WORK REQUIRED:
Every line of the entries below that carries the string "Maria" should be copied.

◇ ◇ ◇ ◇ ◇

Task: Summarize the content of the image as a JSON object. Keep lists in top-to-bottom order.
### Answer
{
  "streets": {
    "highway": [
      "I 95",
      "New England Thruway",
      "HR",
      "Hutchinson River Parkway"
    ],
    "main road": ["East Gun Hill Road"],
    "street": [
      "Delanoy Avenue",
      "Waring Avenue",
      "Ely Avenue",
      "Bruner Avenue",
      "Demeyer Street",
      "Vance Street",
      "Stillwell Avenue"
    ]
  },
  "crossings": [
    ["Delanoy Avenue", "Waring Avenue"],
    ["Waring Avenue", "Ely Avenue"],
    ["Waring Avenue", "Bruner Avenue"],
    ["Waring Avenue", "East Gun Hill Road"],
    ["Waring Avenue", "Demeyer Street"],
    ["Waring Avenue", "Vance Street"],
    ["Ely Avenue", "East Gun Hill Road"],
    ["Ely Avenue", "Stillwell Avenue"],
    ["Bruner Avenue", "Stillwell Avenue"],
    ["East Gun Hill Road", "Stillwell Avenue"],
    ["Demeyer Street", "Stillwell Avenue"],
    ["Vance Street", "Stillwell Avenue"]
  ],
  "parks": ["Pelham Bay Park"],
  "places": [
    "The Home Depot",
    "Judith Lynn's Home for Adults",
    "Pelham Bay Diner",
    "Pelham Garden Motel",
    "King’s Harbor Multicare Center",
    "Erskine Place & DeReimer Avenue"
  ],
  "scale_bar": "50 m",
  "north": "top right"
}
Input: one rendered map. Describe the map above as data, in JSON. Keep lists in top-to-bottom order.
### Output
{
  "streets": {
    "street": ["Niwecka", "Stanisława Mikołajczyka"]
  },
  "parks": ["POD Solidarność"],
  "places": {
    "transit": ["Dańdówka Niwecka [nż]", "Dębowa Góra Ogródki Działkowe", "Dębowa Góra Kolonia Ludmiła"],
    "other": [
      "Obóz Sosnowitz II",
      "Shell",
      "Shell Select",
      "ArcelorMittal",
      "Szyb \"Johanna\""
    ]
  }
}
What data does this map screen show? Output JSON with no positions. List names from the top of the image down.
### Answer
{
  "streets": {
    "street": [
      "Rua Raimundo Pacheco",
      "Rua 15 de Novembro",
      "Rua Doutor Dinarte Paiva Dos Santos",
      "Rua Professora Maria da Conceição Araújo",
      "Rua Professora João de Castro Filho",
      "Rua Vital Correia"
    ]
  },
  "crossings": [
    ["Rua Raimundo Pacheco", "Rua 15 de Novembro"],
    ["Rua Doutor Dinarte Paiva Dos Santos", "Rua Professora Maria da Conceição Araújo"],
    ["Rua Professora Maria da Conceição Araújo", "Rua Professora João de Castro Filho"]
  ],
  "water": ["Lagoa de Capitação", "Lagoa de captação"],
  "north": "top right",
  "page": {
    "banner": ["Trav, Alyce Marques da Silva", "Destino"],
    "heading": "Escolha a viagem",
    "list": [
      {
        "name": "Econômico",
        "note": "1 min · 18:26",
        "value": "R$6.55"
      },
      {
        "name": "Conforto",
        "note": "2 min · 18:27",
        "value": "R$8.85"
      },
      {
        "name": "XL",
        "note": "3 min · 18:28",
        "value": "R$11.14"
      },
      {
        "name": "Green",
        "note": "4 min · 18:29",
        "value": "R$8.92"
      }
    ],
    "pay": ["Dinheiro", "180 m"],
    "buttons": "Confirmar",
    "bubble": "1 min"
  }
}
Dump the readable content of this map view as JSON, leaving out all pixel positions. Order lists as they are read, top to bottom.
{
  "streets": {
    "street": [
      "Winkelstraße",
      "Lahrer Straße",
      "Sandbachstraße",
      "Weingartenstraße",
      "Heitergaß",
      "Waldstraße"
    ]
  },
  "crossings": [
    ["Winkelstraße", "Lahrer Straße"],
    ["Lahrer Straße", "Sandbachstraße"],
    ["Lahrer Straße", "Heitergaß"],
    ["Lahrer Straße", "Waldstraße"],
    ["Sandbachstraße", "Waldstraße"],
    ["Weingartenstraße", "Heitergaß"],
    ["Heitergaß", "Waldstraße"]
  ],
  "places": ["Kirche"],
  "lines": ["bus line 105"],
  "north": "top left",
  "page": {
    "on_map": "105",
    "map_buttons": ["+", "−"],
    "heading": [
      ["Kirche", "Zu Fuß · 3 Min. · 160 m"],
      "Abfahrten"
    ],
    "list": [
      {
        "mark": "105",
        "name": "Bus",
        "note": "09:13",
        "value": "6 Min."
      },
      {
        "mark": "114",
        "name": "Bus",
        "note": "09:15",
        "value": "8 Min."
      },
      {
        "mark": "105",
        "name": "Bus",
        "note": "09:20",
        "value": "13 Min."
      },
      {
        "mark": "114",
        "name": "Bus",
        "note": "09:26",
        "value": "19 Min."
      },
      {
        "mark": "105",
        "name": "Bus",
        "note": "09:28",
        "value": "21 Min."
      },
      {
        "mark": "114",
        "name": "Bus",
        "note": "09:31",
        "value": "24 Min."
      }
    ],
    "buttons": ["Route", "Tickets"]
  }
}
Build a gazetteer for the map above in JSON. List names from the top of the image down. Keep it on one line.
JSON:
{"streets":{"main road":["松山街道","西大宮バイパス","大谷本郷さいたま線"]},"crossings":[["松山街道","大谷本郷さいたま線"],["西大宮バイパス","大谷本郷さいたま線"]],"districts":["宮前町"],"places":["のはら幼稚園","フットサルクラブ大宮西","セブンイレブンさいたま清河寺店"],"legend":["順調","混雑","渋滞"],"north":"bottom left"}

◇ ◇ ◇ ◇ ◇

EXERCISE OUTPUT:
      "Rua Professora Maria da Conceição Araújo",
    ["Rua Doutor Dinarte Paiva Dos Santos", "Rua Professora Maria da Conceição Araújo"],
    ["Rua Professora Maria da Conceição Araújo", "Rua Professora João de Castro Filho"]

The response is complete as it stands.